*What is needed*
Make an exact copy of the entries, taking out every picture.

(Dataset entries)
——————
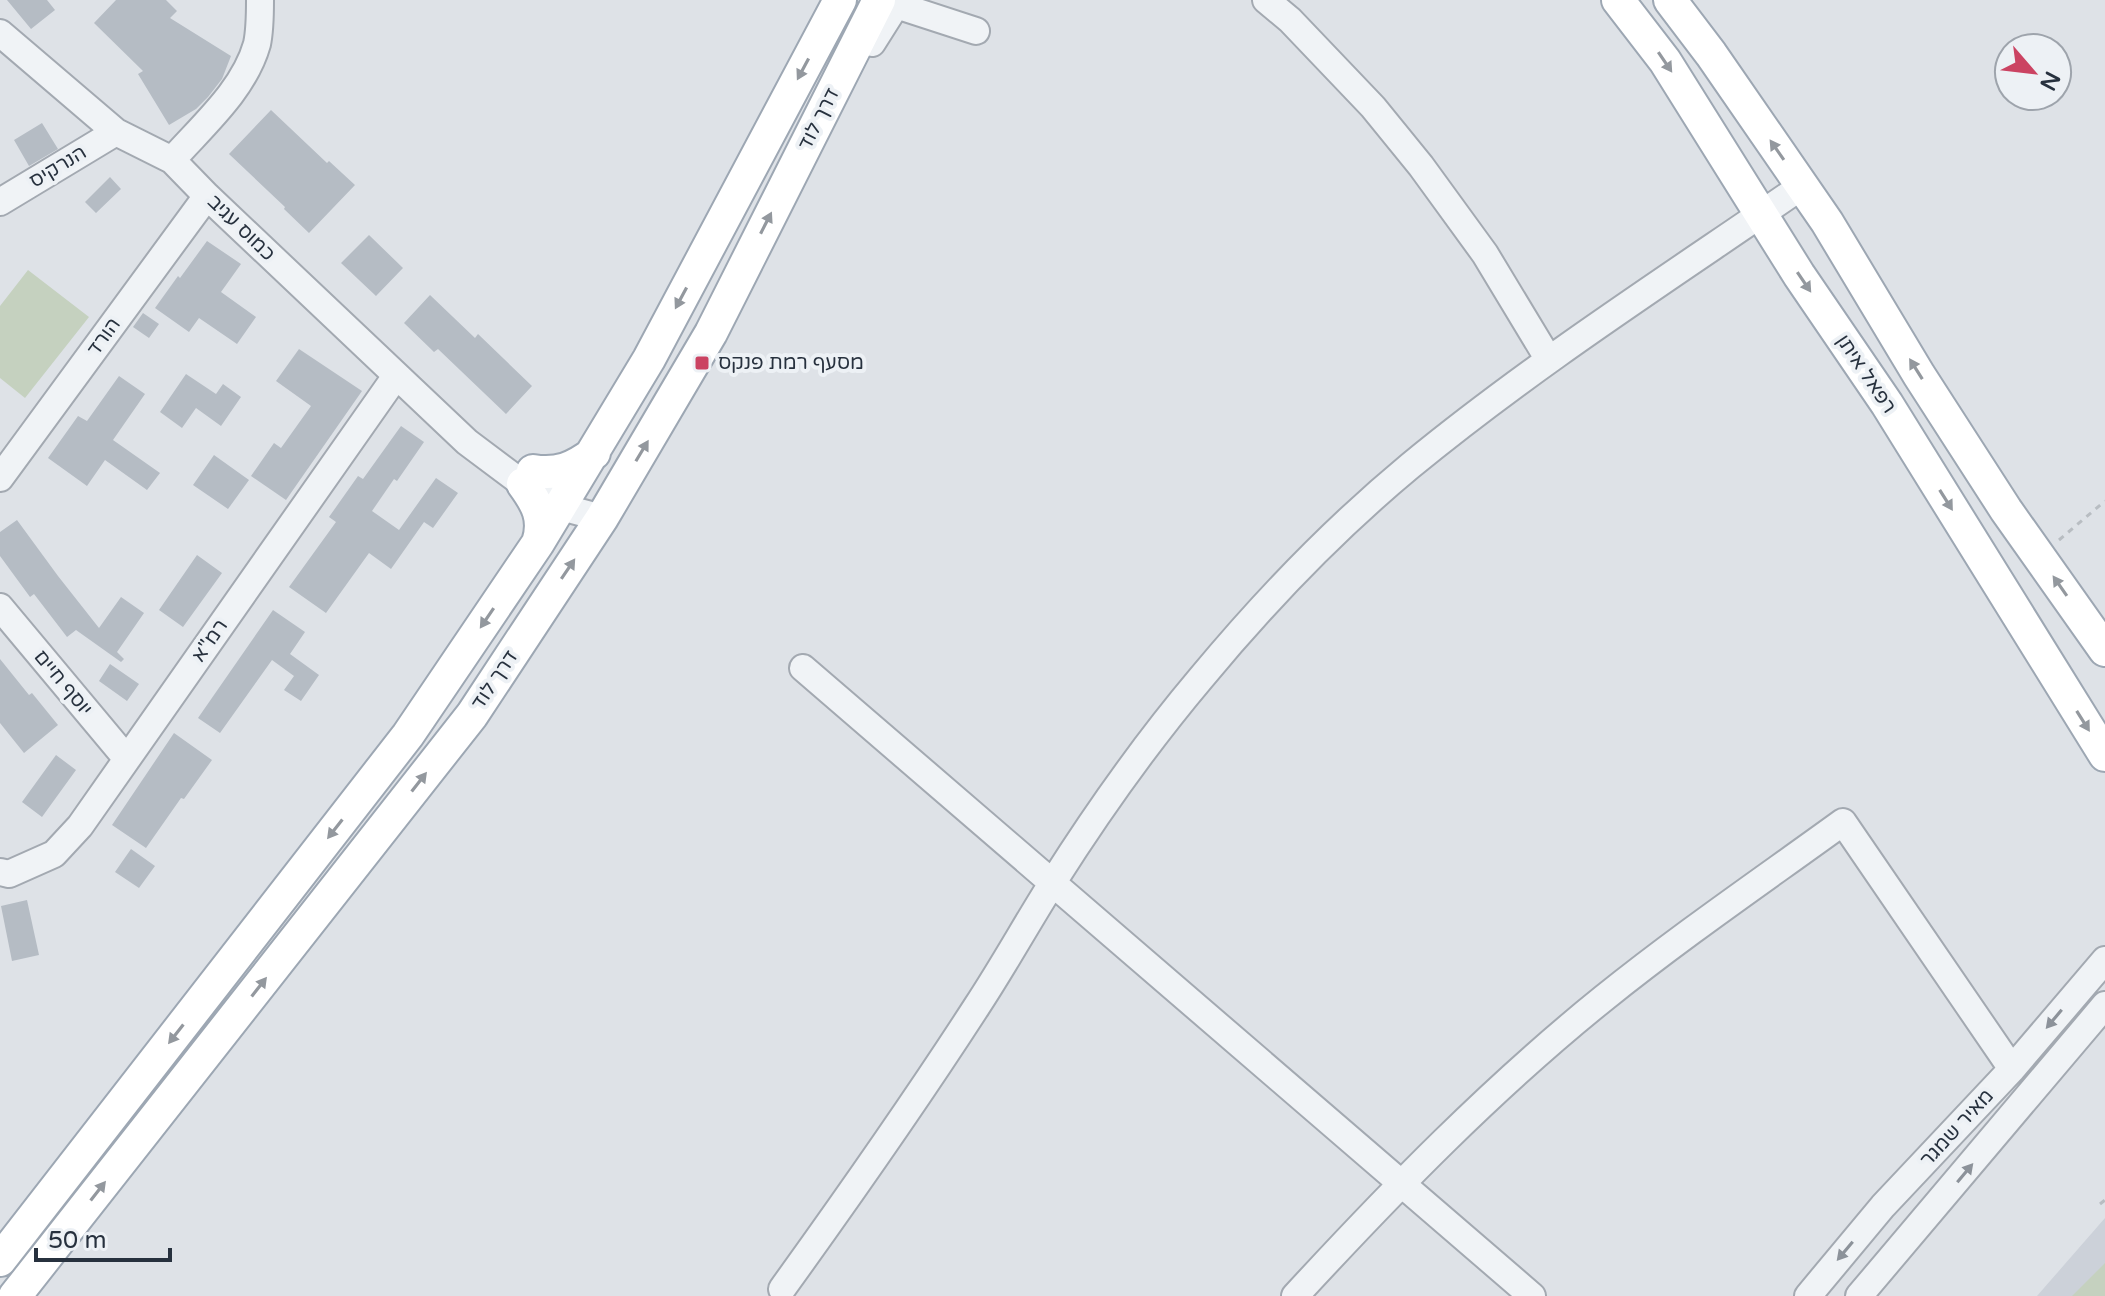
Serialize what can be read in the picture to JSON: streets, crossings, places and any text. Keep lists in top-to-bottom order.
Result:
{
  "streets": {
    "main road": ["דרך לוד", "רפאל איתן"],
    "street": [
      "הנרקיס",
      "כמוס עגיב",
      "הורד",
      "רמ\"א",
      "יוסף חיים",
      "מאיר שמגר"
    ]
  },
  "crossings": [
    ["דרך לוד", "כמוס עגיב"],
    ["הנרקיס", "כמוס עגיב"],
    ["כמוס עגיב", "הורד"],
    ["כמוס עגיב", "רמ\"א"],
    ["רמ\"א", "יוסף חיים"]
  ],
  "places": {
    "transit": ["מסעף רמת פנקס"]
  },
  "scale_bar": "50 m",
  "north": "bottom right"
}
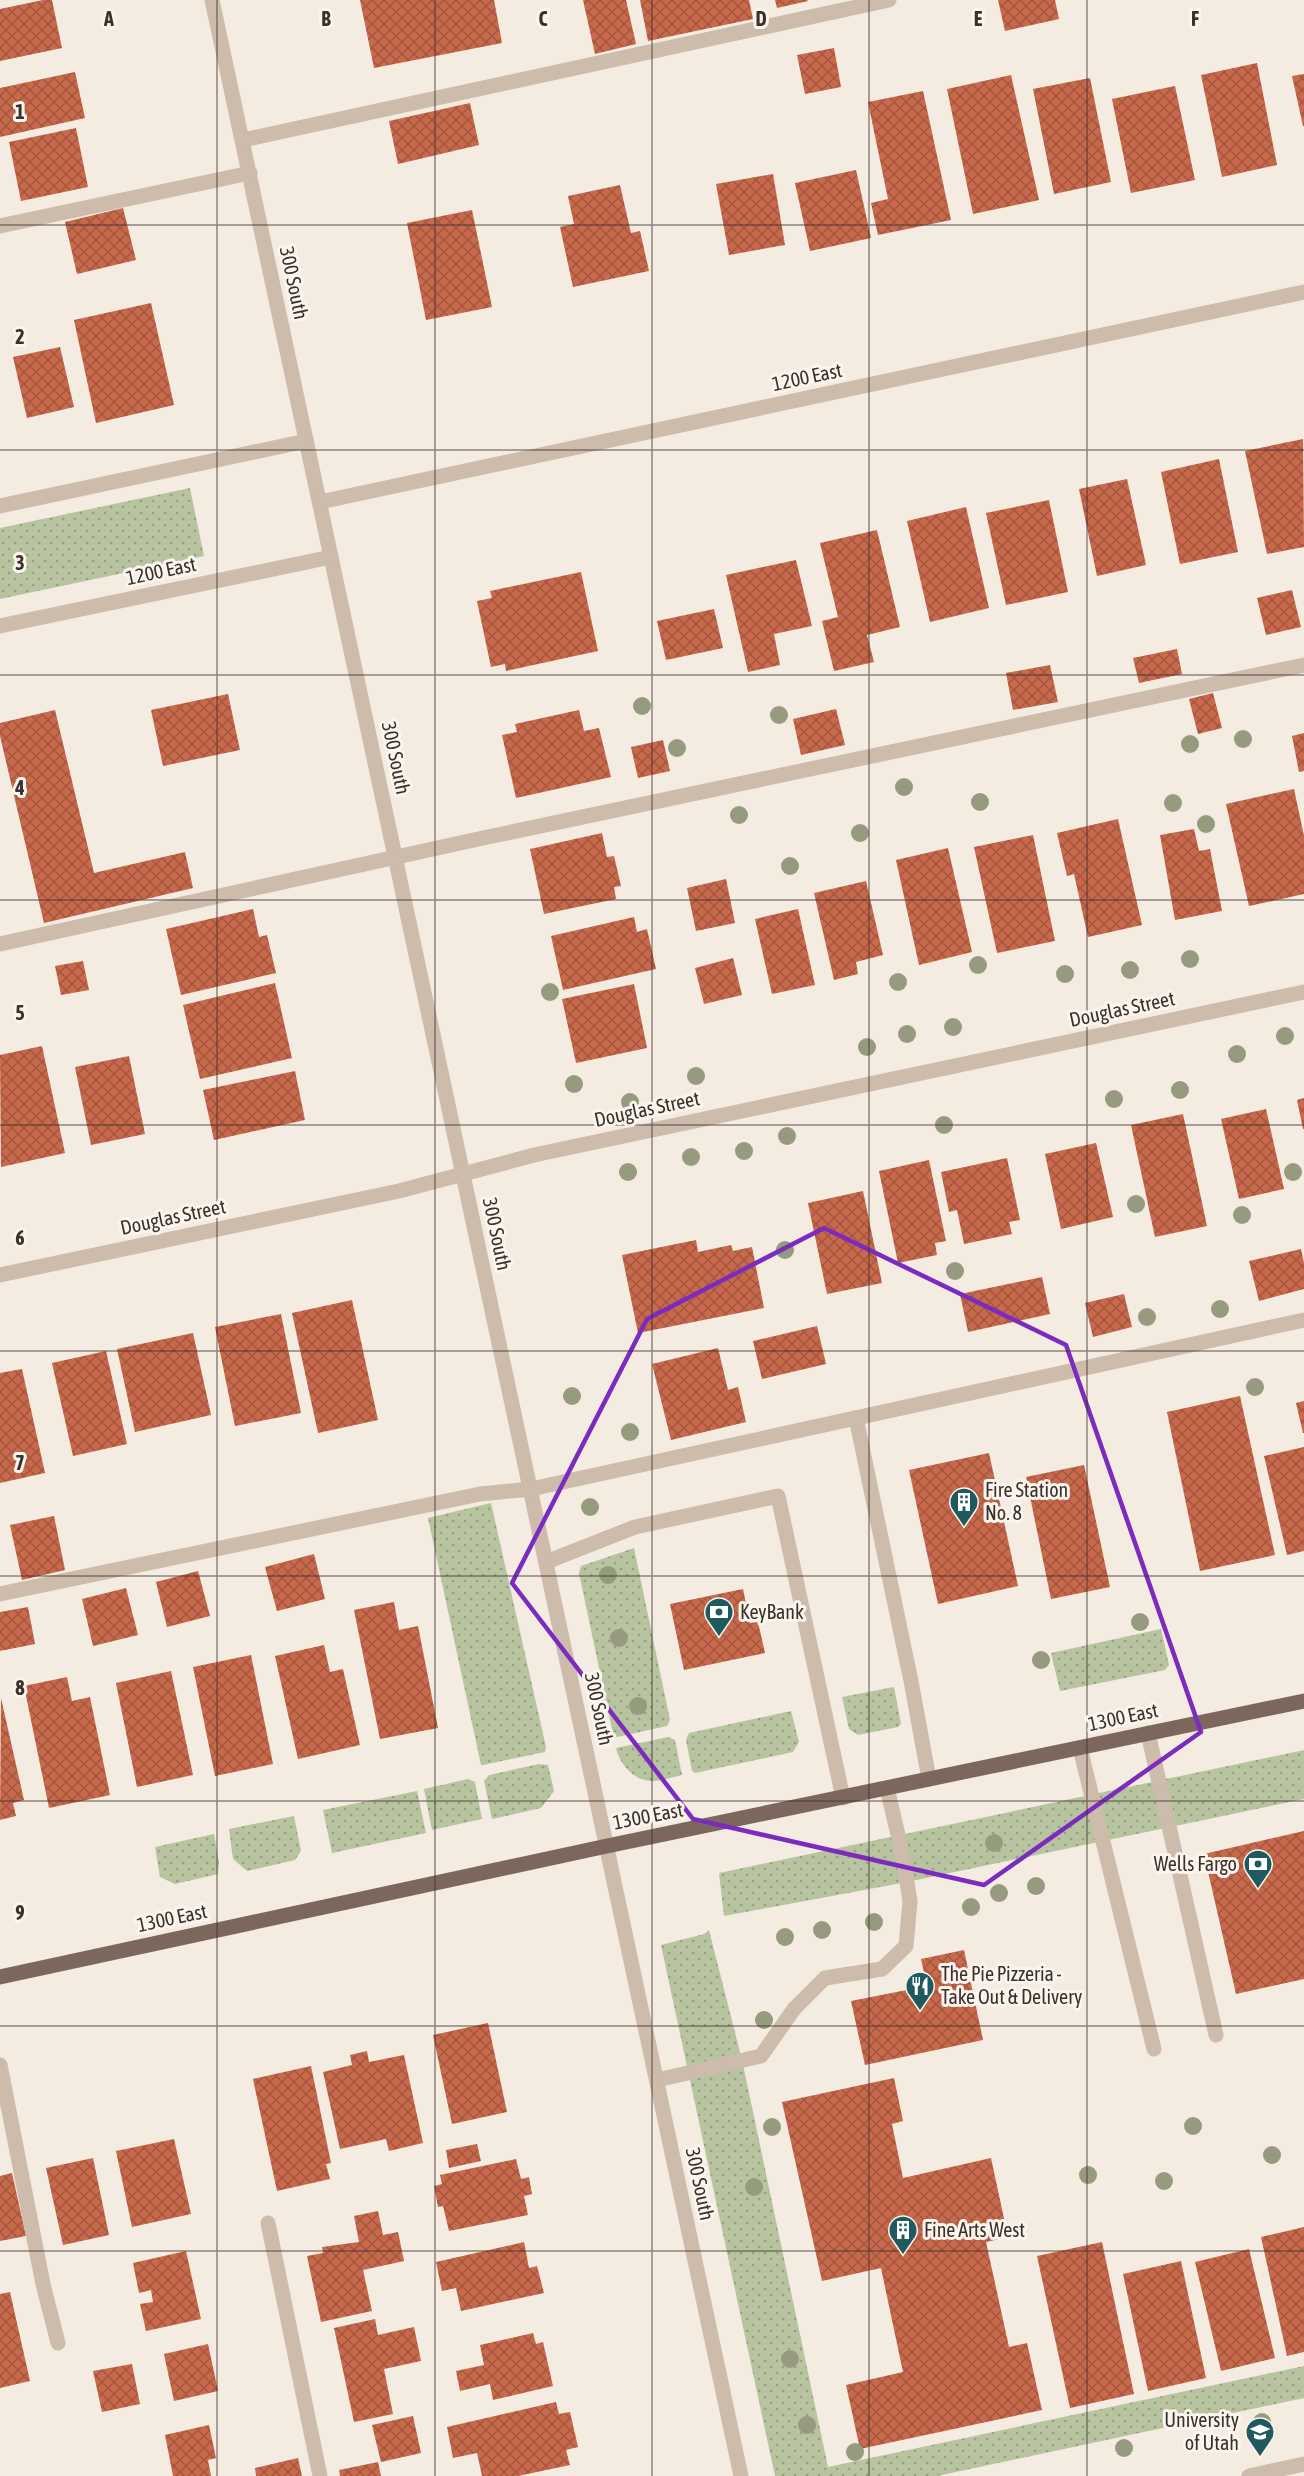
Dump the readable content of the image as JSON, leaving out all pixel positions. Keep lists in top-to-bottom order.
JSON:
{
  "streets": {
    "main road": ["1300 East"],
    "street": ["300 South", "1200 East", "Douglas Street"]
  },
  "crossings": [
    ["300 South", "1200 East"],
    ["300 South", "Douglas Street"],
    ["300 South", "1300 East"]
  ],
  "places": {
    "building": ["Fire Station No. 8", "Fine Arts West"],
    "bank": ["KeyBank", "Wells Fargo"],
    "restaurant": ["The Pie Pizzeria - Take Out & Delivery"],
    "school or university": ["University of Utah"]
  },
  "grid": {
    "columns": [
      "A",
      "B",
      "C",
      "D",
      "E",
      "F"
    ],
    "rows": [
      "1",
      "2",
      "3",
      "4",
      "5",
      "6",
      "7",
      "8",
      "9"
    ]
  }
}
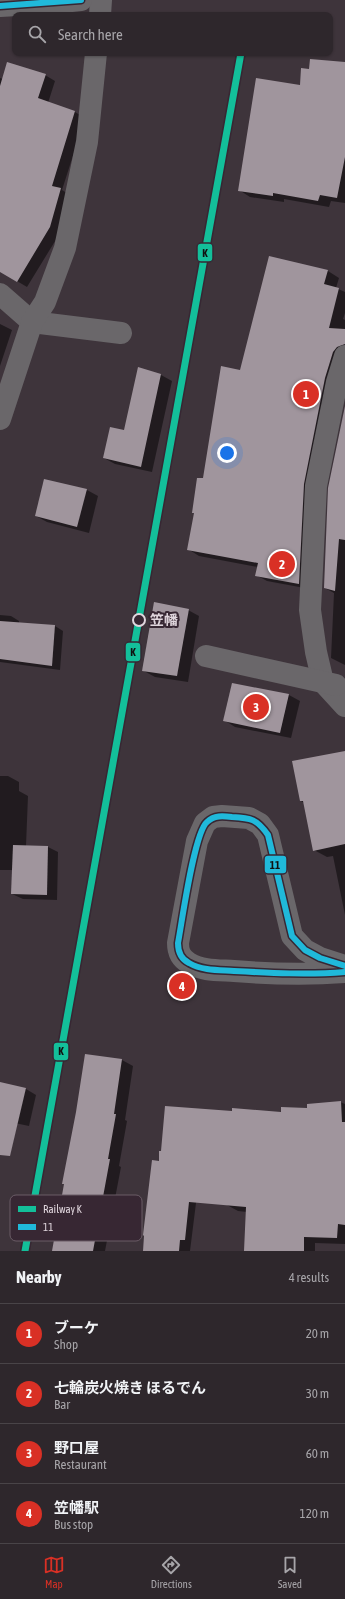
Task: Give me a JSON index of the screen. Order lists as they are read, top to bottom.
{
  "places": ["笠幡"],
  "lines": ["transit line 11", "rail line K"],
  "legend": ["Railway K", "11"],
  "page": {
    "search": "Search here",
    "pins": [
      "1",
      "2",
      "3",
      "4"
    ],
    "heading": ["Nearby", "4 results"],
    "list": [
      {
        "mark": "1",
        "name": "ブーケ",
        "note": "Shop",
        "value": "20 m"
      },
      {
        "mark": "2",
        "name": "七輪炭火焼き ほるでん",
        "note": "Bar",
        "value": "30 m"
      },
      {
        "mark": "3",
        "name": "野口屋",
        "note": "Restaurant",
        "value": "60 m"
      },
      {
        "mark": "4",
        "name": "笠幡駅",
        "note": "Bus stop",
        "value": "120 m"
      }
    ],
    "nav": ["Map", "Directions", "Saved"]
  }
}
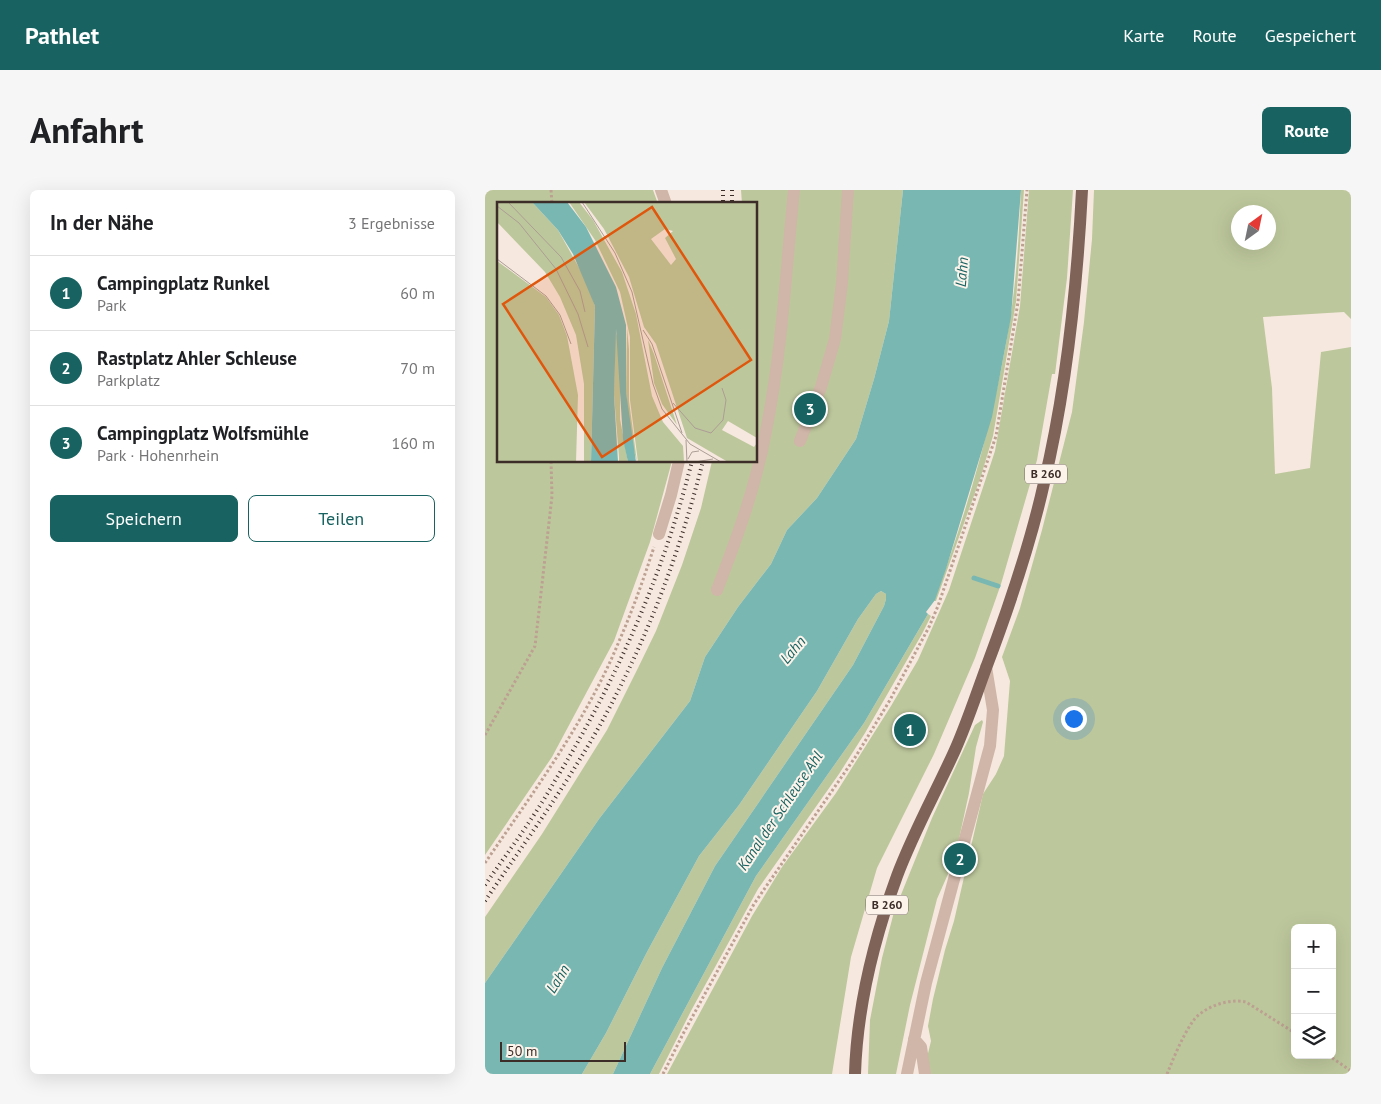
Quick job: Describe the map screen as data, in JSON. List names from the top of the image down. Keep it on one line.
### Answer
——————
*Your response*
Serialize what can be read in the picture to JSON: streets, crossings, places and any text. Keep lists in top-to-bottom order.
Result:
{
  "streets": {
    "main road": ["דרך לוד", "רפאל איתן"],
    "street": [
      "הנרקיס",
      "כמוס עגיב",
      "הורד",
      "רמ\"א",
      "יוסף חיים",
      "מאיר שמגר"
    ]
  },
  "crossings": [
    ["דרך לוד", "כמוס עגיב"],
    ["הנרקיס", "כמוס עגיב"],
    ["כמוס עגיב", "הורד"],
    ["כמוס עגיב", "רמ\"א"],
    ["רמ\"א", "יוסף חיים"]
  ],
  "places": {
    "transit": ["מסעף רמת פנקס"]
  },
  "scale_bar": "50 m",
  "north": "bottom right"
}
Dump the readable content of the image as JSON, leaving out all pixel positions. Keep lists in top-to-bottom order.
JSON:
{
  "streets": {
    "main road": ["1300 East"],
    "street": ["300 South", "1200 East", "Douglas Street"]
  },
  "crossings": [
    ["300 South", "1200 East"],
    ["300 South", "Douglas Street"],
    ["300 South", "1300 East"]
  ],
  "places": {
    "building": ["Fire Station No. 8", "Fine Arts West"],
    "bank": ["KeyBank", "Wells Fargo"],
    "restaurant": ["The Pie Pizzeria - Take Out & Delivery"],
    "school or university": ["University of Utah"]
  },
  "grid": {
    "columns": [
      "A",
      "B",
      "C",
      "D",
      "E",
      "F"
    ],
    "rows": [
      "1",
      "2",
      "3",
      "4",
      "5",
      "6",
      "7",
      "8",
      "9"
    ]
  }
}
Task: Give me a JSON index of the screen. Order lists as they are read, top to bottom.
{
  "places": ["笠幡"],
  "lines": ["transit line 11", "rail line K"],
  "legend": ["Railway K", "11"],
  "page": {
    "search": "Search here",
    "pins": [
      "1",
      "2",
      "3",
      "4"
    ],
    "heading": ["Nearby", "4 results"],
    "list": [
      {
        "mark": "1",
        "name": "ブーケ",
        "note": "Shop",
        "value": "20 m"
      },
      {
        "mark": "2",
        "name": "七輪炭火焼き ほるでん",
        "note": "Bar",
        "value": "30 m"
      },
      {
        "mark": "3",
        "name": "野口屋",
        "note": "Restaurant",
        "value": "60 m"
      },
      {
        "mark": "4",
        "name": "笠幡駅",
        "note": "Bus stop",
        "value": "120 m"
      }
    ],
    "nav": ["Map", "Directions", "Saved"]
  }
}
Quick job: Describe the map screen as data, in JSON. List names from the top of the image down. Keep it on one line.
### Answer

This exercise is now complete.